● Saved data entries
>>>>

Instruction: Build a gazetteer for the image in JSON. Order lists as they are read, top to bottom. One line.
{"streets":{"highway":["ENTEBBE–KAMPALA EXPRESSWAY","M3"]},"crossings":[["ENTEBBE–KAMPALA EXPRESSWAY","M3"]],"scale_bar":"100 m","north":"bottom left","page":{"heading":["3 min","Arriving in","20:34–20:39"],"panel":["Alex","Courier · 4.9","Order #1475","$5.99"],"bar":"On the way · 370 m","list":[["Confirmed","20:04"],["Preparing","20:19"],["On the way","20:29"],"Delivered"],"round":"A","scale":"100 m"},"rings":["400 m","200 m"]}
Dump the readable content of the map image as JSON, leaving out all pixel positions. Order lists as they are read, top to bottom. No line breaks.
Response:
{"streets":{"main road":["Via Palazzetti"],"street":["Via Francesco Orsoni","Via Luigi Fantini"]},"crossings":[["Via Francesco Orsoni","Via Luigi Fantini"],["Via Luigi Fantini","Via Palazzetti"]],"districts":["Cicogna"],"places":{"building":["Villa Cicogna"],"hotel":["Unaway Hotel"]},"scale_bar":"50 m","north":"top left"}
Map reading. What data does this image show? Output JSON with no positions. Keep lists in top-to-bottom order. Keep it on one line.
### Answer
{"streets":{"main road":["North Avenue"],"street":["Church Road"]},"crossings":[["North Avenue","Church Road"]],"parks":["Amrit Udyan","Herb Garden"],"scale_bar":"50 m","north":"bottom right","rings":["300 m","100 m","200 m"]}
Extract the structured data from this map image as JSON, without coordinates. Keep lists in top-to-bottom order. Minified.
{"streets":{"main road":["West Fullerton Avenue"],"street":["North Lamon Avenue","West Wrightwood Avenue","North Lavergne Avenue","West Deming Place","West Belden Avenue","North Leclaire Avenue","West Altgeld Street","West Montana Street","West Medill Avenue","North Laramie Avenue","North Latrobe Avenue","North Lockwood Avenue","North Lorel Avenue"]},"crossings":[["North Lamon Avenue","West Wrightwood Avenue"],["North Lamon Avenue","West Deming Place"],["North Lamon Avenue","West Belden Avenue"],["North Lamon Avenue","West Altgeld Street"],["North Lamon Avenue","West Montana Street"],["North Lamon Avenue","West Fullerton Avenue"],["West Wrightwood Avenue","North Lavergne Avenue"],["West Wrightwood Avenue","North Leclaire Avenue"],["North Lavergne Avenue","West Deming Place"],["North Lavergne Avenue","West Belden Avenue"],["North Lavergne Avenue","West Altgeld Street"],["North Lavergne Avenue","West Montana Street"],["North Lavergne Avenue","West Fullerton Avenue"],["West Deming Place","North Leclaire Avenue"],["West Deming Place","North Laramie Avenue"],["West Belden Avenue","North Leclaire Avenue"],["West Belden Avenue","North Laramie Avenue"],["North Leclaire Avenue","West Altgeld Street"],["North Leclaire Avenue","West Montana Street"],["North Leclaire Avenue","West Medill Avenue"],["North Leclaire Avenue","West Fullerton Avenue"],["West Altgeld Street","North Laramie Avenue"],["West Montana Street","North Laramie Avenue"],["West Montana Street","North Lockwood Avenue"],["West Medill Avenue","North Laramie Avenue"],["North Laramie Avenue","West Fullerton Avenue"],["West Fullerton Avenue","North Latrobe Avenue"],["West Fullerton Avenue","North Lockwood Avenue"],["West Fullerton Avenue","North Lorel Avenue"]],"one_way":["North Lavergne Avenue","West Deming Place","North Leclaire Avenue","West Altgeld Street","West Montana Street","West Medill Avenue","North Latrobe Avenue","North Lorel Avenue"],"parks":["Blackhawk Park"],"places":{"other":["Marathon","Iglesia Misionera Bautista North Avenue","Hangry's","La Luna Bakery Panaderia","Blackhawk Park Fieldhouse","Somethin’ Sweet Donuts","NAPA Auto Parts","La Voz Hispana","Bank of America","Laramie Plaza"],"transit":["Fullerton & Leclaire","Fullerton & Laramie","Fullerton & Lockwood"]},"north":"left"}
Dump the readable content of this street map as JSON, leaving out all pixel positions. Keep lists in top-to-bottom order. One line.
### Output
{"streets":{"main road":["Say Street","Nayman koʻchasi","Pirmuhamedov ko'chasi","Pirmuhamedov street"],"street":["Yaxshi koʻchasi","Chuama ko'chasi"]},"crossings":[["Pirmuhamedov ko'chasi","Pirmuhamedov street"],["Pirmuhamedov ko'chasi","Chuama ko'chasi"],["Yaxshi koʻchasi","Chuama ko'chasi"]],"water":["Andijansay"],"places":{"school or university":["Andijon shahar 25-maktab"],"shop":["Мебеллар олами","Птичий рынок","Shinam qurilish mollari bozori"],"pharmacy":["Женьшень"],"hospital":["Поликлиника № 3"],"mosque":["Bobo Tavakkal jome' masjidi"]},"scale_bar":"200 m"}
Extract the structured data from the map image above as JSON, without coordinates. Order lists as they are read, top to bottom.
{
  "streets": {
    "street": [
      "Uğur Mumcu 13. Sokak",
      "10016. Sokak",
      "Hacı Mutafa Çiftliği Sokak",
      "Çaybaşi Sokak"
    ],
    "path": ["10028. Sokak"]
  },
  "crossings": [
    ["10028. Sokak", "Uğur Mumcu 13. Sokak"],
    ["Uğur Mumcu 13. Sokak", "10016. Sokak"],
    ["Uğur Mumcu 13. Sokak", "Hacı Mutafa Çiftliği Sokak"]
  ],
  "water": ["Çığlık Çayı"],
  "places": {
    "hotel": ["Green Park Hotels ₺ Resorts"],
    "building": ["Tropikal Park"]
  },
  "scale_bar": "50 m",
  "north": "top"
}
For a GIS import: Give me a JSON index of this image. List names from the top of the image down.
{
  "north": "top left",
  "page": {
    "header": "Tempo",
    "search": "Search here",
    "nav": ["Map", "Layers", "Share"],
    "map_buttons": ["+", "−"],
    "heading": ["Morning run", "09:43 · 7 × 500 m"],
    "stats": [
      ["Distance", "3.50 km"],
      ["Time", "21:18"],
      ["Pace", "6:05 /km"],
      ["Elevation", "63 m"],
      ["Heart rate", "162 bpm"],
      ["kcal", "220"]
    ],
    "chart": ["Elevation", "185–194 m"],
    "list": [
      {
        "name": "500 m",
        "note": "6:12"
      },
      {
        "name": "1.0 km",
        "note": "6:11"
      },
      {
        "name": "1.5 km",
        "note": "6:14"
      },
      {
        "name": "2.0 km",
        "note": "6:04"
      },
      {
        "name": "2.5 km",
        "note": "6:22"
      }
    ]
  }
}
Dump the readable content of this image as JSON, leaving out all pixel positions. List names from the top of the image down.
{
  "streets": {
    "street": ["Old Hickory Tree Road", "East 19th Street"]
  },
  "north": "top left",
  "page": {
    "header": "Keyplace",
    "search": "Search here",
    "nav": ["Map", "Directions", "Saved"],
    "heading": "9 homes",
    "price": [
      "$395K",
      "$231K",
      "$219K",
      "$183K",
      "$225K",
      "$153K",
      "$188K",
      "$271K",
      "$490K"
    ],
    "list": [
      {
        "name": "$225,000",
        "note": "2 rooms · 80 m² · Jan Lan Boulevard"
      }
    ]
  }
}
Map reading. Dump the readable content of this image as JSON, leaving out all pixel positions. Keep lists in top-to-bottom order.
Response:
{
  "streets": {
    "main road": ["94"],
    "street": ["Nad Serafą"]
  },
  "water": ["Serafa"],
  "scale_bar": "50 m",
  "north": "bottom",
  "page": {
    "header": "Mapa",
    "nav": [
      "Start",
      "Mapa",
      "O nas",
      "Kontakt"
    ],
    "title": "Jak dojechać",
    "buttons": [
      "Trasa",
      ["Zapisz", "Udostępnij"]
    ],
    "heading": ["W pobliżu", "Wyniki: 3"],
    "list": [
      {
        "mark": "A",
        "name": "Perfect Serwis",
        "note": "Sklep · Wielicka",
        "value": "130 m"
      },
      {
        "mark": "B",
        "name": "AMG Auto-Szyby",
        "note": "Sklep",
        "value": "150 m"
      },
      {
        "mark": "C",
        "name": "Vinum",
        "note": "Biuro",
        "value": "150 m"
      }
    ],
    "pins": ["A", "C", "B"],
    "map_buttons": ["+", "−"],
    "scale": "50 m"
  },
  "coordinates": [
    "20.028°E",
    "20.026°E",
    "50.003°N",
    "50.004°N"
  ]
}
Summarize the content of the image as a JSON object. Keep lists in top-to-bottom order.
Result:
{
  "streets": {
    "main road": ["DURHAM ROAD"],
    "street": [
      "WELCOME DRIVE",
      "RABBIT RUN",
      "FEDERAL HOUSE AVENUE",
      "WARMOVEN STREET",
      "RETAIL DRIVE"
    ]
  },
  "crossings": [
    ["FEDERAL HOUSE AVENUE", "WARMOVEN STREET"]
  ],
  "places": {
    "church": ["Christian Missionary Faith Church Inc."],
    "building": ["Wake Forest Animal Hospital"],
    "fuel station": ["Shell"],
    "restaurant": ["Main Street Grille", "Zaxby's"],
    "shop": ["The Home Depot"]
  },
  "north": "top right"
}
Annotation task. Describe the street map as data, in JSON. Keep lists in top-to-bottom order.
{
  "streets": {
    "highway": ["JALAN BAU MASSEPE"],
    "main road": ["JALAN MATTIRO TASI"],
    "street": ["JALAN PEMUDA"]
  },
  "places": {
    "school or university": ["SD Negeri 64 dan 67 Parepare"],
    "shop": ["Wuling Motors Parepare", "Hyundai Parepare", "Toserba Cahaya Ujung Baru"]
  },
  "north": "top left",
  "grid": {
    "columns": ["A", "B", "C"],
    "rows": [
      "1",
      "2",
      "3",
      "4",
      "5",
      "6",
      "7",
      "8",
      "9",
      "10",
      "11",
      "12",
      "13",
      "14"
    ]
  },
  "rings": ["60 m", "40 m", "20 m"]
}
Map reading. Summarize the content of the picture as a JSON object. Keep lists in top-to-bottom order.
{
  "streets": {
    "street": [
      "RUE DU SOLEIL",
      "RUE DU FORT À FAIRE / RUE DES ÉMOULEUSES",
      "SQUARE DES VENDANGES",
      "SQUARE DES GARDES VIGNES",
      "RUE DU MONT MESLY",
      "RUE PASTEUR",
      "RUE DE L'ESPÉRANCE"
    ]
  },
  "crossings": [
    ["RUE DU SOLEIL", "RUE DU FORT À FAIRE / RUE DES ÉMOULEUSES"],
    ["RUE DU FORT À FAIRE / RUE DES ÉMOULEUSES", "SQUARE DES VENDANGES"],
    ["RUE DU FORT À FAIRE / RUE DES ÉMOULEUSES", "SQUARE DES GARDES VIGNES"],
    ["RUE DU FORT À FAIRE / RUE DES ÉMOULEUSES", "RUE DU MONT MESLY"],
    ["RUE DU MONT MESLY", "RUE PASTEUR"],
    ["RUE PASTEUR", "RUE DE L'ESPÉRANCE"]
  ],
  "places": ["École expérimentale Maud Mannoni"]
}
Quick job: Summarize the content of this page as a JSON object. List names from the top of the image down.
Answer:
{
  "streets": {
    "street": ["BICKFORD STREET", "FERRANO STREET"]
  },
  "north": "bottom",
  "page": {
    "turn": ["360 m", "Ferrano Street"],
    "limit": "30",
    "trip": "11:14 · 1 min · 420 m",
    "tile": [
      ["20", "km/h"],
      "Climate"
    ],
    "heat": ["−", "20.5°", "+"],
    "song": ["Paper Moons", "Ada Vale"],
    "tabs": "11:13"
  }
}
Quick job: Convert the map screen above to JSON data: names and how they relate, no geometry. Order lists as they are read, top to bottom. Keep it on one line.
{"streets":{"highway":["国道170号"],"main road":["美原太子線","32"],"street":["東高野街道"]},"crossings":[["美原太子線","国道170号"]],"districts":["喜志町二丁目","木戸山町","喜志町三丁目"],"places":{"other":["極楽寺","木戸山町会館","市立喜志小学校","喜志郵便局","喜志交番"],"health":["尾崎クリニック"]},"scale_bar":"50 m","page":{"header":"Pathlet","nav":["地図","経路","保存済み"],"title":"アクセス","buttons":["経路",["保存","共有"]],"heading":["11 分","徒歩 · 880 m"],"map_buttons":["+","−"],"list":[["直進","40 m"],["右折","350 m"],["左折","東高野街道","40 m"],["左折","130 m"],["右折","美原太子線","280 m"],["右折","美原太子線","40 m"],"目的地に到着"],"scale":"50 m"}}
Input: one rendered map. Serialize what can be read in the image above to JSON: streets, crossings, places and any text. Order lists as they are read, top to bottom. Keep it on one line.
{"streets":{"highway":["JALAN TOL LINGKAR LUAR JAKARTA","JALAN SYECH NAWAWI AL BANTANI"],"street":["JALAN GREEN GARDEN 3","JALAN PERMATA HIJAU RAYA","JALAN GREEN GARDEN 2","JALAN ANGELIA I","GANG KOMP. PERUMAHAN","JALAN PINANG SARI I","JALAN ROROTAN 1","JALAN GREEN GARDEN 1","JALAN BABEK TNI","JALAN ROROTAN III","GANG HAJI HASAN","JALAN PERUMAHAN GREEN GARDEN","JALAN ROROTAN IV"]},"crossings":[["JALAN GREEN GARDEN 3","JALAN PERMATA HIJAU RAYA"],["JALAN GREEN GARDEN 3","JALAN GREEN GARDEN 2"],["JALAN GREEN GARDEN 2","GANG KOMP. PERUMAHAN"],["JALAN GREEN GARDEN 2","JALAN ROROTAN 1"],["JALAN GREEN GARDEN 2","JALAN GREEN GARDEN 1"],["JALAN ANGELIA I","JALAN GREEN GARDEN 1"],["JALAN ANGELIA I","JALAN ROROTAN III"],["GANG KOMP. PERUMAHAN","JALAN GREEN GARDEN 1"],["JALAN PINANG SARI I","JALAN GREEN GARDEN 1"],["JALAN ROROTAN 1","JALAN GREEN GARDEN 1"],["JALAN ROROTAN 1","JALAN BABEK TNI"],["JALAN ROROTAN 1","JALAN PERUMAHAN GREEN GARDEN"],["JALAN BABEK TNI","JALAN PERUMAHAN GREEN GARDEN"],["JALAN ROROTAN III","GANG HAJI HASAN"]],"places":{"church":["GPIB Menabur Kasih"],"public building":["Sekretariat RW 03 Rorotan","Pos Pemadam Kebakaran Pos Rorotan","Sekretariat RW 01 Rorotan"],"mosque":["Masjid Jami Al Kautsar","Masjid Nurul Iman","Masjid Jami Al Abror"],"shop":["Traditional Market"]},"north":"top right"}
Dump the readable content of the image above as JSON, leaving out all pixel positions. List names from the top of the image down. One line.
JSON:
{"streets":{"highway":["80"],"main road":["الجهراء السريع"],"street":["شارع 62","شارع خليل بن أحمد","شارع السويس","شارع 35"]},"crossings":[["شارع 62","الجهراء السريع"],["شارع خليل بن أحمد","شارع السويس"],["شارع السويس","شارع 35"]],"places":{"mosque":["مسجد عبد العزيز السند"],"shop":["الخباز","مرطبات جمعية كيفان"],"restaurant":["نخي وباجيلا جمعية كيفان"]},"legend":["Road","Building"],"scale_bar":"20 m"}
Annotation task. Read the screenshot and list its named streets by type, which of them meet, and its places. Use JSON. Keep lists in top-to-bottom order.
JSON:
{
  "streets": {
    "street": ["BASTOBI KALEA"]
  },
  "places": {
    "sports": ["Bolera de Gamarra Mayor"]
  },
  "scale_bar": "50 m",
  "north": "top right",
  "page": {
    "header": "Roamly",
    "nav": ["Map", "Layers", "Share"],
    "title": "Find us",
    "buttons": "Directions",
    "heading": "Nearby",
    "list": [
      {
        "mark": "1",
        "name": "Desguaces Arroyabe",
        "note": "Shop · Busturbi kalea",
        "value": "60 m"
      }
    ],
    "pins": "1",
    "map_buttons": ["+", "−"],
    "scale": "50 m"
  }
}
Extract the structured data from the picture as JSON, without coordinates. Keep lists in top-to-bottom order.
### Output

<<<<

● WORK TO COMPLETE
Take the line with "Annotation task. Read" and all lines after it through the end of the records, and write them out exactly; include nothing else.

● ANSWER TO THE EXERCISE
Annotation task. Read the screenshot and list its named streets by type, which of them meet, and its places. Use JSON. Keep lists in top-to-bottom order.
JSON:
{
  "streets": {
    "street": ["BASTOBI KALEA"]
  },
  "places": {
    "sports": ["Bolera de Gamarra Mayor"]
  },
  "scale_bar": "50 m",
  "north": "top right",
  "page": {
    "header": "Roamly",
    "nav": ["Map", "Layers", "Share"],
    "title": "Find us",
    "buttons": "Directions",
    "heading": "Nearby",
    "list": [
      {
        "mark": "1",
        "name": "Desguaces Arroyabe",
        "note": "Shop · Busturbi kalea",
        "value": "60 m"
      }
    ],
    "pins": "1",
    "map_buttons": ["+", "−"],
    "scale": "50 m"
  }
}
Extract the structured data from the picture as JSON, without coordinates. Keep lists in top-to-bottom order.
### Output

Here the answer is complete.